Propagation modeling of ocean-scattered low-elevation GPS signals for maritime tropospheric duct inversion
Zhang Jin-Peng (张金鹏)a, Wu Zhen-Sen (吴振森)a, Zhao Zhen-Wei (赵振维)b, Zhang Yu-Sheng (张玉生)b, Wang Bo (王波)c
a School of Science, Xidian University, Xi'an 710071, China; b China Research Institute of Radio Wave Propagation, Qingdao 266107, China; c Institute of Oceanographic Instrumentation, Qingdao 266001, China
Abstract The maritime tropospheric duct is a low-altitude anomalous refractivity structure over the ocean surface, and it can significantly affect the performance of many shore-based/shipboard radar and communication systems.

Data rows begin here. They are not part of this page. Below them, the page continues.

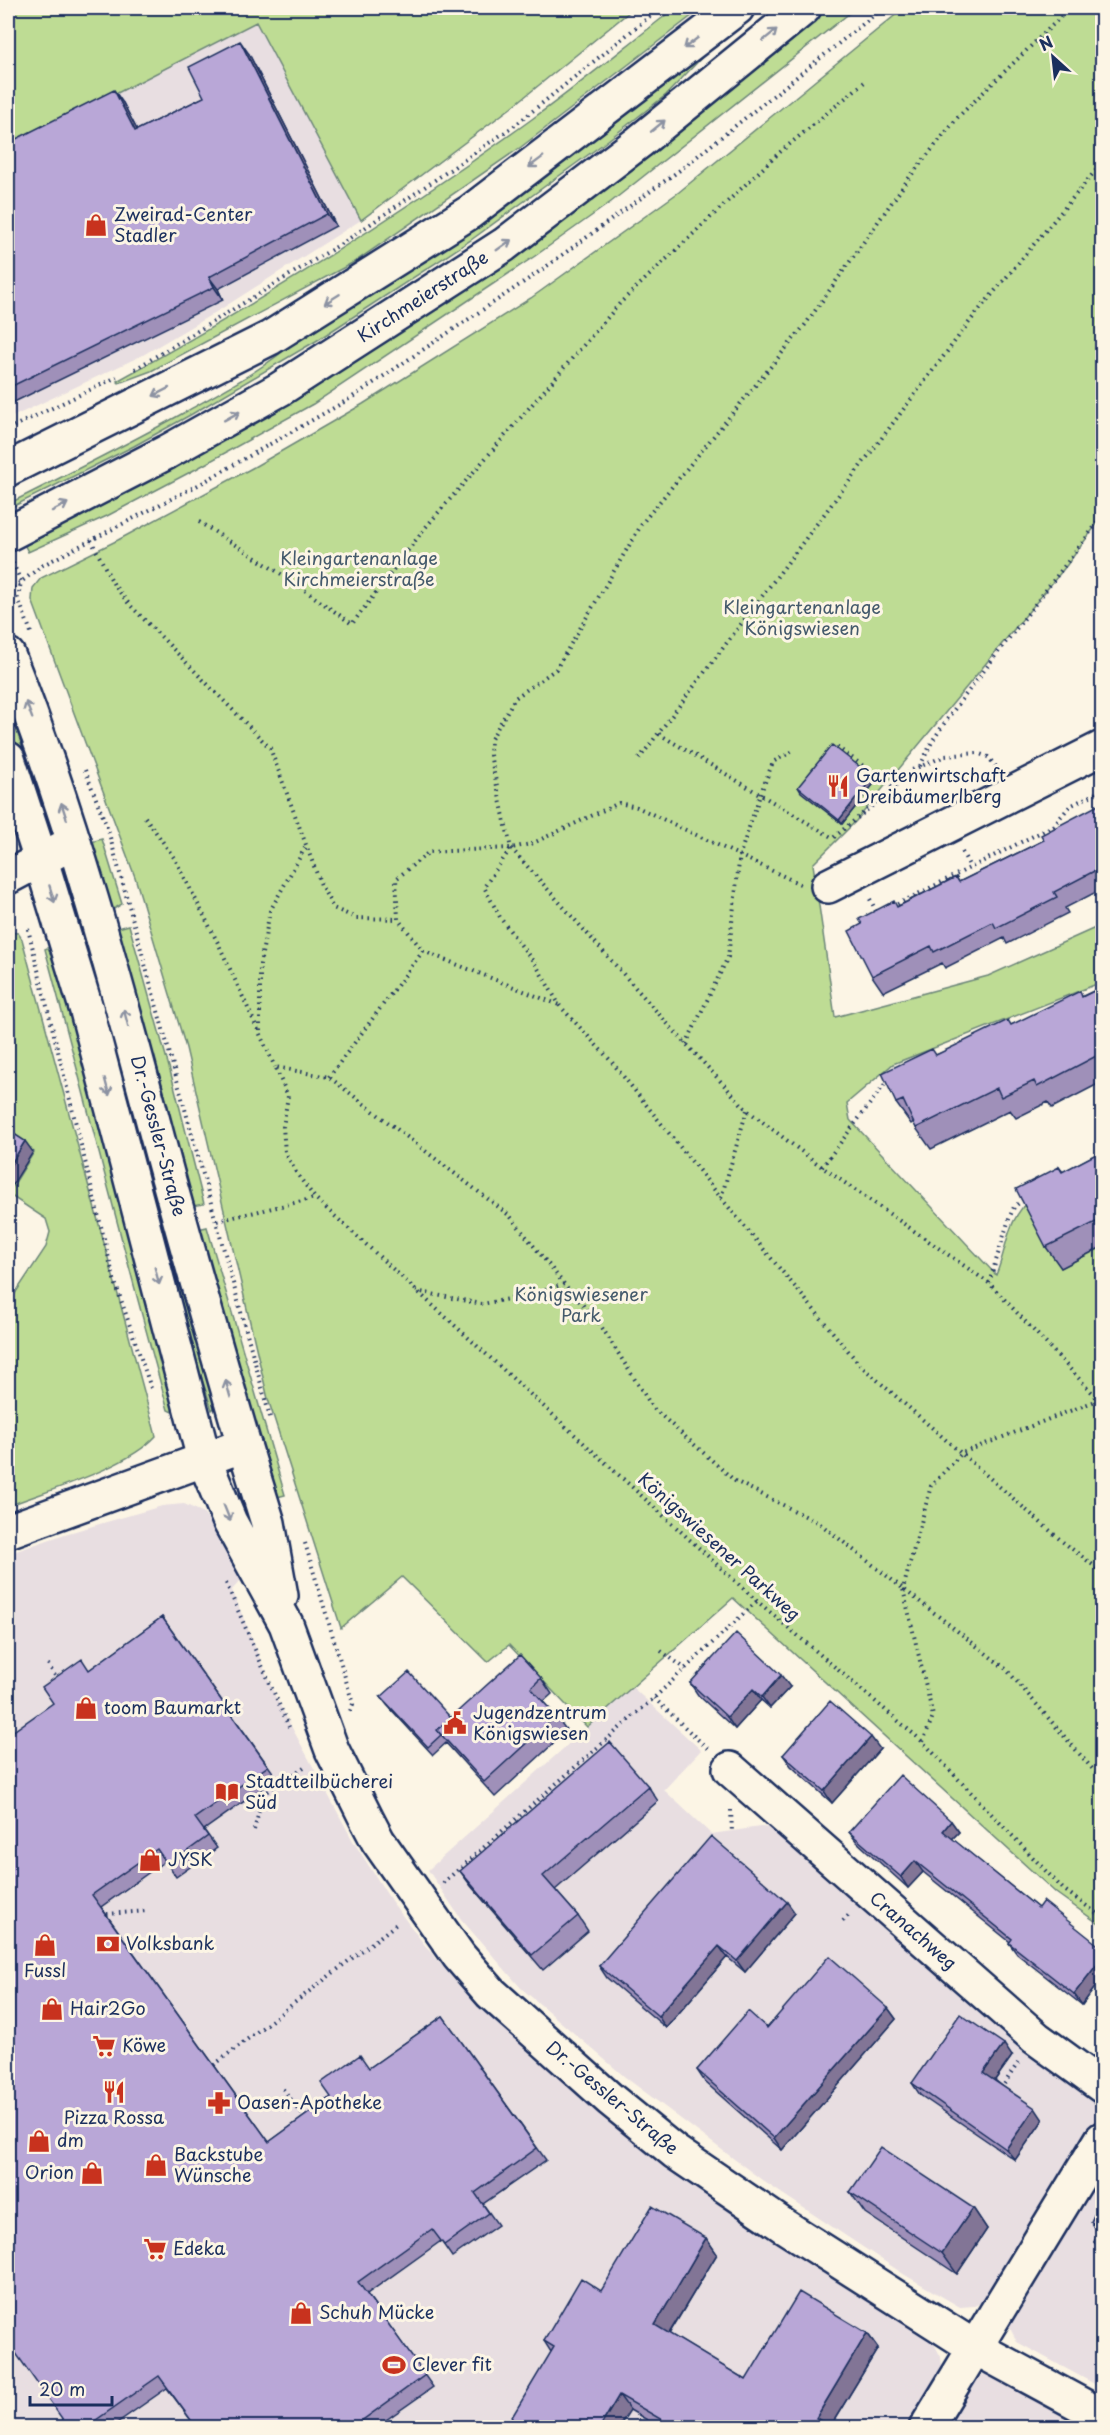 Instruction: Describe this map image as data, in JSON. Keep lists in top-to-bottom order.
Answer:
{
  "streets": {
    "main road": ["Kirchmeierstraße", "Dr.-Gessler-Straße", "Cranachweg"],
    "path": ["Königswiesener Parkweg"]
  },
  "parks": ["Kleingartenanlage Kirchmeierstraße", "Kleingartenanlage Königswiesen", "Königswiesener Park"],
  "places": {
    "shop": [
      "Zweirad-Center Stadler",
      "toom Baumarkt",
      "JYSK",
      "Fussl",
      "Hair2Go",
      "dm",
      "Backstube Wünsche",
      "Orion",
      "Schuh Mücke"
    ],
    "restaurant": ["Gartenwirtschaft Dreibäumerlberg", "Pizza Rossa"],
    "public building": ["Jugendzentrum Königswiesen"],
    "library": ["Stadtteilbücherei Süd"],
    "bank": ["Volksbank"],
    "supermarket": ["Köwe", "Edeka"],
    "pharmacy": ["Oasen-Apotheke"],
    "sports": ["Clever fit"]
  },
  "scale_bar": "20 m",
  "north": "top left"
}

We propose the idea that maritime tropospheric ducts can be retrieved from ocean forward-scattered low-elevation global positioning system (GPS) signals. Retrieval is accomplished by matching the measured power patterns of the signals to those predicted by the forward propagation model as a function of the modified refractivity profile. On the basis of a parabolic equation method and bistatic radar equation, we develop such a forward model for computing the trapped propagation characteristics of an ocean forward-scattered GPS signal within a tropospheric duct. A new GPS scattering initial field is defined for this model to start the propagation modeling. A preliminary test on the performance of this model is conducted using measured data obtained from a 2009-experiment in the South China Sea. Results demonstrate that this model can predict GPS propagation characteristics within maritime tropospheric ducts and serve as a forward model for duct inversion.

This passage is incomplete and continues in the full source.